Doc turns to court in kickback case
Once again, a critic who says he was reprimanded for confidentially raising concerns about doctors’ pay has turned into a whistle-blower for the federal government. This time it happened in Mobile, Ala., where cardiologist Dr. Christian Heesch says a profit-sharing arrangement between doctors and the diagnostic clinic owned by Infirmary Health System violated the Stark law and False Claims Act. Potential damages are said to be north of $500 million, making it at least the third active nine-figure Stark case pending against a hospital in which the U.S. Justice Department has intervened as a plaintiff.
Unlike some of the other cases, Heesch also pinpoints human victims: patients, including a few military families on Tricare, whom he claims were needlessly exposed to potentially harmful radiation through nuclear stress tests that use radioactive dye to measure the flow of blood through the heart. Most of the victims cited in the complaint were on Medicare and Medicaid.
Mark Nix, CEO of Infirmary Health System, said in an e-mailed statement that the allegations relate mainly to work done in Infirmary’s Diagnostic and Medical Clinic, a subsidiary of Infirmary and codefendant. He said the clinic denies the allegations and will fight them vigorously.
Heesch said he began speaking out about his concerns at least four years before he filed suit, objecting to both the arrangements that gave physicians incentive to allegedly falsify medical records to justify more testing, as well as the high number of stress tests being done on patients.
In March 2009, Heesch made a confidential report to the Alabama Department of Public Health, which he said cited the system’s Mobile Infirmary Medical Center with violations for improper imaging and ordering corrective actions.
Heesch said the corrections and objections didn’t stop the high rates of testing.
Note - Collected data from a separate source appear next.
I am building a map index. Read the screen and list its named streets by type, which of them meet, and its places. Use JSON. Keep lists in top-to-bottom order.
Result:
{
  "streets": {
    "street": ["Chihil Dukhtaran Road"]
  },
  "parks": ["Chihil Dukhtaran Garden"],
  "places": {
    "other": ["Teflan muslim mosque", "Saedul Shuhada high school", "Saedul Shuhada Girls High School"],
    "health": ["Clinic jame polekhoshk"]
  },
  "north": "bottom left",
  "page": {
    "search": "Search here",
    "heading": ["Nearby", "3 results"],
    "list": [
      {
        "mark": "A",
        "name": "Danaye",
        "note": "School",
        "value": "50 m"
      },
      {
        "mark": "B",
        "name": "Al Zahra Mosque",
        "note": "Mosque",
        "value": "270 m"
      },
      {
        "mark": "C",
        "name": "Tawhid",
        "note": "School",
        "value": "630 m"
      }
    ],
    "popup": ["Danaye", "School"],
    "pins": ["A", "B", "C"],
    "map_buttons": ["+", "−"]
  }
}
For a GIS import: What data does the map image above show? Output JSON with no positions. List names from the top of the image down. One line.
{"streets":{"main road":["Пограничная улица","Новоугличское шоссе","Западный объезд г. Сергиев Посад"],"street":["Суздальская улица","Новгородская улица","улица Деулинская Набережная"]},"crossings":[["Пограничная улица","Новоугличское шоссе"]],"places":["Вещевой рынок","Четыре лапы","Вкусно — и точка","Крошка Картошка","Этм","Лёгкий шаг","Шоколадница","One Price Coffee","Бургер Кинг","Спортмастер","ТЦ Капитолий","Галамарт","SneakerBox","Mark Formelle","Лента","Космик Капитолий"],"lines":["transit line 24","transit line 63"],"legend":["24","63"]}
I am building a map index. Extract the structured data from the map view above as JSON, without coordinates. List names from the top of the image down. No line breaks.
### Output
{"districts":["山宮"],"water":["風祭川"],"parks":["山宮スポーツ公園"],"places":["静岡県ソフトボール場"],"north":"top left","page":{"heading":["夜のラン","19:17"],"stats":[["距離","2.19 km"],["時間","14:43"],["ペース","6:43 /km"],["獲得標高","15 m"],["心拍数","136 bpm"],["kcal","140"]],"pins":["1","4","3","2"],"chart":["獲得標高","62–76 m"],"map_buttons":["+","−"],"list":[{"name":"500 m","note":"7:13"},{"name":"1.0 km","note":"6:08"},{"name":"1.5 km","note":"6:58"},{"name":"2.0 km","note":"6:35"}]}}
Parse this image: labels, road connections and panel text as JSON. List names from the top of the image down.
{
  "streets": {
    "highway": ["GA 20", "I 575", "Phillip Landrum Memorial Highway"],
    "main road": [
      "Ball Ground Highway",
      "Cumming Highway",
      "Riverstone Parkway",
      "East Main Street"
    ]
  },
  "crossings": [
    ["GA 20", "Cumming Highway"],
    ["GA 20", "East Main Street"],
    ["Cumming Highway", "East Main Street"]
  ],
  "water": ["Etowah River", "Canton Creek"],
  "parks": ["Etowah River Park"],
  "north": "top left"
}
Instead, the new test-approval procedure was “watered down” before it was implemented, and he was warned to stop mentioning his concerns about the underlying practices that led to the unneeded procedures.
Rather than having his concerns addressed, Heesch “repeatedly was advised to curtail his ‘disruptive’ writing of memoranda,” the lawsuit says.
Experts say potential whistle-blowers often raise their concerns privately within organizations, and turn to the court system when their efforts at reform are rebuked.
The Justice Department has four months to file a separate complaint based on Heesch’s allegations. The government often pursues a narrower set of allegations than the ones laid out in the whistle-blower lawsuit that draws the investigation.
Heesch’s complaint alleges the tests were blatantly overused because doctors were financially rewarded for ordering more tests, even though they expose patients to small doses of radiation.
The Justice Department intervenes in only about 20% of all whistleblower claims. Justice officials have said publicly many times that one of the top factors they consider in deciding whether to join a case is whether it goes beyond financial matters and affects patient health.
Heesch said patient medical records were altered to justify the tests, including instances where physicians would falsely claim that patients had complained of chest pains or had abnormal test results.
In return for steering patients toward nuclear stress tests, the lawsuit alleged, the health system provided below-market office space and an offthe-books pay arrangement in which the hospital gave the physicians a share of the fees from government health programs. The secret payouts were held back a year and disguised using a “fudge factor” so they didn’t directly correlate with physicians’ prescribing activity, it said.
The arrangement allegedly violated the Social Security Act’s prohibition on kickbacks in healthcare, as well as the Stark law prohibition on physicians referring patients to other providers in which they have a financial interest. The violations would create illegal claims for government healthcare dollars, triggering damages up to three times the original payments under the False Claims Act.
Nix said the government’s decision to join Heesch’s complaint was disappointing, especially since th e system and the clinic have worked with government investigators for more than a year to respond to questions.
“We believe the clinic has provided services and compensated its physicians in full accordance with the law and that the clinic acted in the best clinical interest of our patients,” Nix said in a statement. “Tests performed at the clinic were medically necessary to provide appropriate care for our patients and in compliance with applicable requirements.”
The Justice Department has at least two other high-dollar cases pending against healthcare providers. The government asked a federal district judge in South Carolina to fine Tuomey Healthcare System as much as $237 million after a jury ruled May 8 that the hospital violated the Stark law and False Claims Act because compensation for 19 local specialists varied with the volume of services they referred to the hospital.
And in a whistle-blower case slated for trial in November, the Justice Department has asked for $354 million against Halifax Health of Daytona Beach, Fla., in a case that alleged the hospital compensated six oncologists based on the operating margin of the system’s cancer program.